If you've been around churches much, you've likely experienced a lot of different approaches to the church's worship. Worship at Trinity may seem a little different to you. We follow a formal liturgy that is scripted for us each week. At the center of our worship, each week is the bible and the sacraments. The word is sung, read, prayed, and preached and every time we gather we eat bread and drink wine together. God calls us and speaks to us and feeds us - and in this process, we renew our covenant with God each time we gather.
All of this requires our participation. God speaks and we respond. God calls and we sing. We stand and kneel and raise our hands. For many in the broader church, worship has centered on a handful of professionals who provide an experience for attendees. But worship is meant to be work for all God's people. Work that renews. Work that is the fruit of grace, to be sure. But it is the work of God's people in his presence. Sundays should involve an ongoing conversation between God and people. Sundays should involve the whole person - our bodies, our voices, our minds, and our affections. Every part of us presented to God and engaged in the act of worship.
We sing a wide range of songs. You should pick up on old hymns as well as some newer music. But at the heart of our singing, you should hear scripture and particularly the psalms. We sing the Psalms because they are the headwaters for prayer and worship given to the church in the bible. We sing hymns and other songs because they testify to the Spirit's work throughout the history of the church.

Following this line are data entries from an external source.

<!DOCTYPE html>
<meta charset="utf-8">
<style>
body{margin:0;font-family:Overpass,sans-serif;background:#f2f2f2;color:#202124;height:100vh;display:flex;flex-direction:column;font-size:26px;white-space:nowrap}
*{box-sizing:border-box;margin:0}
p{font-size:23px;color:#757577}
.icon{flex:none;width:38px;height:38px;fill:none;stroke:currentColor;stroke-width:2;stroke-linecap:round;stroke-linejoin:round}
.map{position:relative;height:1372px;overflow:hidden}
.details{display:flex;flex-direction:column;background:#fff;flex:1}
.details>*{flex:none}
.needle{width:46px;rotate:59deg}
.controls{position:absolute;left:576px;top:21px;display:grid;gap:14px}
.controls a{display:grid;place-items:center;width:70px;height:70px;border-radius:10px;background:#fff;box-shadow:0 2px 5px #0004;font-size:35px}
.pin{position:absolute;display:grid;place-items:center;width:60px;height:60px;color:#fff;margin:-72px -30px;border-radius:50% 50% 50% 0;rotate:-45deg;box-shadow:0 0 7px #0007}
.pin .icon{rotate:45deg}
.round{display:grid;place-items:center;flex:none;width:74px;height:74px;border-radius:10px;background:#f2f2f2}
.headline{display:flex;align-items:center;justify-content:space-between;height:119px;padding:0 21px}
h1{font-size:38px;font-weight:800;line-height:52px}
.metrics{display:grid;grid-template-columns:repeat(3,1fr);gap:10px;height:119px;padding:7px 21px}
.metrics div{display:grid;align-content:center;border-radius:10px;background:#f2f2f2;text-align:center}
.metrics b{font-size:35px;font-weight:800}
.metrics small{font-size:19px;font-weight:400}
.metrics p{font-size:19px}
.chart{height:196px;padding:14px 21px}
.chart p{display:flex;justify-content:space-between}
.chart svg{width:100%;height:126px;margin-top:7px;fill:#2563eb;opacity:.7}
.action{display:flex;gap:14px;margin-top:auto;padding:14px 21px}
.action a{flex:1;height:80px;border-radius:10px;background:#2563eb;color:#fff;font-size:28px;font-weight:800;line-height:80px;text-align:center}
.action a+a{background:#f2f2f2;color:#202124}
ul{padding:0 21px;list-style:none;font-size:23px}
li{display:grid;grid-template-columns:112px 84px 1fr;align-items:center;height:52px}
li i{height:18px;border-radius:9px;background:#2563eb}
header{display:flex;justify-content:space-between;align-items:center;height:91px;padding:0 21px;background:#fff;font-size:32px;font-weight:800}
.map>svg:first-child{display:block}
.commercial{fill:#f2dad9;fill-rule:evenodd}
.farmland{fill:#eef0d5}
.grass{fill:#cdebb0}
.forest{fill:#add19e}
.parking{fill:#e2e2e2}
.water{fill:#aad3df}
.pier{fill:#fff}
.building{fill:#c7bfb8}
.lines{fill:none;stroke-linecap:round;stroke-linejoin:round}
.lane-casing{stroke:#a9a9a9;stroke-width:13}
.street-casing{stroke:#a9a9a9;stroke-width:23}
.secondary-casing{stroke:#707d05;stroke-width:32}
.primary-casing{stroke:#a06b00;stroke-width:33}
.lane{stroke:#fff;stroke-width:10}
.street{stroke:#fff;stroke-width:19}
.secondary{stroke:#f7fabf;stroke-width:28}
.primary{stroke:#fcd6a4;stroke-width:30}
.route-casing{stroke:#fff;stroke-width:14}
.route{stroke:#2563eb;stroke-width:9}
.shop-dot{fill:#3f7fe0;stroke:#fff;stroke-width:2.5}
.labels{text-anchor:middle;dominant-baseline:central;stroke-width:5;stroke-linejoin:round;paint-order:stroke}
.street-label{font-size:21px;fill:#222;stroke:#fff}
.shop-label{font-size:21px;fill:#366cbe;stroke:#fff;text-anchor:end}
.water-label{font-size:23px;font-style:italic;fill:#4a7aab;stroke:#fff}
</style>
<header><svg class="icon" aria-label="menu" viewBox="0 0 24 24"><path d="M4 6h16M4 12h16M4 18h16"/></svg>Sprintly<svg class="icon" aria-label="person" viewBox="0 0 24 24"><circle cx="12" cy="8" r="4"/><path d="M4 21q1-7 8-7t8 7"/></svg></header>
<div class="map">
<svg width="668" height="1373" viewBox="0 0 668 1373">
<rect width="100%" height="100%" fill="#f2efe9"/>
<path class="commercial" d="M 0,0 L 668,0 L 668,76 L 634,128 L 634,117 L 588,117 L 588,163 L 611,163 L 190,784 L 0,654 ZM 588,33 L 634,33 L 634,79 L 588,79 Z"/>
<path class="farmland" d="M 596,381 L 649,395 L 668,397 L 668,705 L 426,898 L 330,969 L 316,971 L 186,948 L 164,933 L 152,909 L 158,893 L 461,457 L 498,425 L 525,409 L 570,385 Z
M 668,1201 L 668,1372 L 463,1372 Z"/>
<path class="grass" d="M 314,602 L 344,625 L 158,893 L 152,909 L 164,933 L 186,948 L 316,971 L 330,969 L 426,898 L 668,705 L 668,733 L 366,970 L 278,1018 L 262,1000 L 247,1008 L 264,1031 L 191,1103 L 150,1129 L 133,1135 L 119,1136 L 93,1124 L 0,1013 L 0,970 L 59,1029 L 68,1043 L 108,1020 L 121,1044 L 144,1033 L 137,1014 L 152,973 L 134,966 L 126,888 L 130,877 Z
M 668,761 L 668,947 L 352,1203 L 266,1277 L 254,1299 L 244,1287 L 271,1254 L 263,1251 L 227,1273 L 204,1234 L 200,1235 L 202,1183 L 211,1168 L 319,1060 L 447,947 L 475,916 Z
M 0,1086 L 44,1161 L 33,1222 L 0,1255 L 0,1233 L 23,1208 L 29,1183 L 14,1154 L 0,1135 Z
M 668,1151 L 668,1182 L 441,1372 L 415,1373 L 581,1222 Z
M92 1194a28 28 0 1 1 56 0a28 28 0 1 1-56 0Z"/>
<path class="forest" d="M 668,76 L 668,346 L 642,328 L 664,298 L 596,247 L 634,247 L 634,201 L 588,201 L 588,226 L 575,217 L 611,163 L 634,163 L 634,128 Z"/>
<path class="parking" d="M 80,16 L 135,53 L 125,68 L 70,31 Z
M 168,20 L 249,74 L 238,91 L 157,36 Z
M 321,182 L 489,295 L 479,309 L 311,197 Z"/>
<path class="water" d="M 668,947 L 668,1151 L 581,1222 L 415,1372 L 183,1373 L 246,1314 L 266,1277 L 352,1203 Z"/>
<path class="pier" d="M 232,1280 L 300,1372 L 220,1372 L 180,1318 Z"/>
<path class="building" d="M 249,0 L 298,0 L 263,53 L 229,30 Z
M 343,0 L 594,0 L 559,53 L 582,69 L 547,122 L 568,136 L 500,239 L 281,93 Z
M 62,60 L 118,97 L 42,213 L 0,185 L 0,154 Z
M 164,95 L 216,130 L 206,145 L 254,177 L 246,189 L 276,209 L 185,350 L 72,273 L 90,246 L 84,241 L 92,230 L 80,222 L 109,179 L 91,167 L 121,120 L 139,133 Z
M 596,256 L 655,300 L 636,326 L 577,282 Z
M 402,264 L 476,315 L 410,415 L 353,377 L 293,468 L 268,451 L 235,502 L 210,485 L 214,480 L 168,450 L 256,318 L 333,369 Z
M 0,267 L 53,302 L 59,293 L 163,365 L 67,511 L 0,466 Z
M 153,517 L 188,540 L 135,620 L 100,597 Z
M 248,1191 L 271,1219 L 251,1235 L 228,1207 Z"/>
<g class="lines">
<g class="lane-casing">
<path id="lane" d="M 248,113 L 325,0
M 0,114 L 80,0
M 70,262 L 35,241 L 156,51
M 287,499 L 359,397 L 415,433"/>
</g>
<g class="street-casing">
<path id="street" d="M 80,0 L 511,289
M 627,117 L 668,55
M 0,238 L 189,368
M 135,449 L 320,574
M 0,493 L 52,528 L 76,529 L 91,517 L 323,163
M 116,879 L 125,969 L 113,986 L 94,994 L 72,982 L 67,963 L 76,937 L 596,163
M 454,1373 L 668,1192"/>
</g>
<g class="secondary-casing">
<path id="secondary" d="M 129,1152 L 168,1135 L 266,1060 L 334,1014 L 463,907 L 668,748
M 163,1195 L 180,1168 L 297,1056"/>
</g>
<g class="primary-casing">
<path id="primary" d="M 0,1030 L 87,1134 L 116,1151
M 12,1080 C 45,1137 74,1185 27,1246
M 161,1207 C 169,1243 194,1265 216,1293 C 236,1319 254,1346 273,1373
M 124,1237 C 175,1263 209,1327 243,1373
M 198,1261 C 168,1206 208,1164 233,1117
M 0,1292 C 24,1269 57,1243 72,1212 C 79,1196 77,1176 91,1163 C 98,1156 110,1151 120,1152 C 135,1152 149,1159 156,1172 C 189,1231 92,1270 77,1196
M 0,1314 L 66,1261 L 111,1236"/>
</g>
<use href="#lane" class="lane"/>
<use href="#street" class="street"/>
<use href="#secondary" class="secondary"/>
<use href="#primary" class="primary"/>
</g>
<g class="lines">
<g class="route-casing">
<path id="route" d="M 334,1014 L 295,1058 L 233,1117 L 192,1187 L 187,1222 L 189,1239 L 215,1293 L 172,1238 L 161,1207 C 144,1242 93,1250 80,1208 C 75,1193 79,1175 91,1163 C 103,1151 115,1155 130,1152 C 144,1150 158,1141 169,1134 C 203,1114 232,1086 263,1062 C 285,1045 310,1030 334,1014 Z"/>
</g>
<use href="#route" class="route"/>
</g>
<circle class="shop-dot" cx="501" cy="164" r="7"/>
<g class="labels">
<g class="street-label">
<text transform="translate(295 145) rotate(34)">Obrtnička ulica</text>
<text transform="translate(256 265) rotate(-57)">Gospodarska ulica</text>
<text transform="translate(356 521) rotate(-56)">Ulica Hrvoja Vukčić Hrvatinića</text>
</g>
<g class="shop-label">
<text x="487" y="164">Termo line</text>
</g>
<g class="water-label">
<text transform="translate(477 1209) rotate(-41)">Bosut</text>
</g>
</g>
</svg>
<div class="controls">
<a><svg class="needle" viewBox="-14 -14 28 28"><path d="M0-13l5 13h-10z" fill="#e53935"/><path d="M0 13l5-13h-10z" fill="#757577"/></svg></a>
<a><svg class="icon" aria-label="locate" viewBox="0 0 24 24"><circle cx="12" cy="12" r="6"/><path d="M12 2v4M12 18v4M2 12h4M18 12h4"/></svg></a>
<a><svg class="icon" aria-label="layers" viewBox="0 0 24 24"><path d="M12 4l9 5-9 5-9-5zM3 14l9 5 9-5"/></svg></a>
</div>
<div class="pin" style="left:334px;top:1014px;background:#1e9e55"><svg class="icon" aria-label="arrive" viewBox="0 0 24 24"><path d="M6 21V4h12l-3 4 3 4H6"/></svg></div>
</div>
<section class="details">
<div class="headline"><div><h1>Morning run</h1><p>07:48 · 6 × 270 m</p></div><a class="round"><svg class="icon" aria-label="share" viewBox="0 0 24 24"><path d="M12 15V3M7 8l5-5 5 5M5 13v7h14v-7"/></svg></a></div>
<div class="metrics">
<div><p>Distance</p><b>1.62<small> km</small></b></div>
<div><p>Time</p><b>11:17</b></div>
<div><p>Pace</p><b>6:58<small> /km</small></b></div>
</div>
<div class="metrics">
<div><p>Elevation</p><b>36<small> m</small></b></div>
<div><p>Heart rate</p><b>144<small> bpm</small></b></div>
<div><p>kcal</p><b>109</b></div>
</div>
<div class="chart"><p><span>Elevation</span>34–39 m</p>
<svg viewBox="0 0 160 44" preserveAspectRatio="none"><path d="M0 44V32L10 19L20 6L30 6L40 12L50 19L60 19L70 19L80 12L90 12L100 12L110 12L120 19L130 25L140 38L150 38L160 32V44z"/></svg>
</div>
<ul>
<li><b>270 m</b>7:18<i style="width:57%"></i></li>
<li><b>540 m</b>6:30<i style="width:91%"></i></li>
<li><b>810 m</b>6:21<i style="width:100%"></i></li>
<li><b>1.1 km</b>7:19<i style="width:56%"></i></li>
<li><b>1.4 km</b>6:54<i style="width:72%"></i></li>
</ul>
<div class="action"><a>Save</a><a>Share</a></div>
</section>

Finally, you'll notice that you might be distracted by the people sitting and standing around you. You are not sitting in a dark room looking at a screen. You are surrounded by brothers and sisters, children and their voices (and the occasional toddler's yelp). This is very much on purpose. Worship is something we do together as a community that God has brought together. The church includes her children and we don't want them hidden away when we worship God. We believe that they are learning to worship Jesus alongside us, even when it involves challenging seasons for parents. Worship not only brings us into the presence of God, but it also binds all of us together as God's covenant family. Children, parents, friends, grandparents - all of us together. Sunday worship is not supposed to be a private experience between you and God. It's a family with all our distractions and joy and crying babies and pain and clumsy worship guides standing and singing and kneeling in a very physical and human practice. We come together from a whole slew of different contexts and backgrounds to sing and read and pray and break bread together in God's presence.
Welcome to Trinity. May God meet you here, right in the middle of his enormous gifts of word and sacrament, as well as in this growing community of people who are learning to love the good reign of Jesus, to seek the welfare of the city where God has sent us, and to worship the God who is worthy of all honor.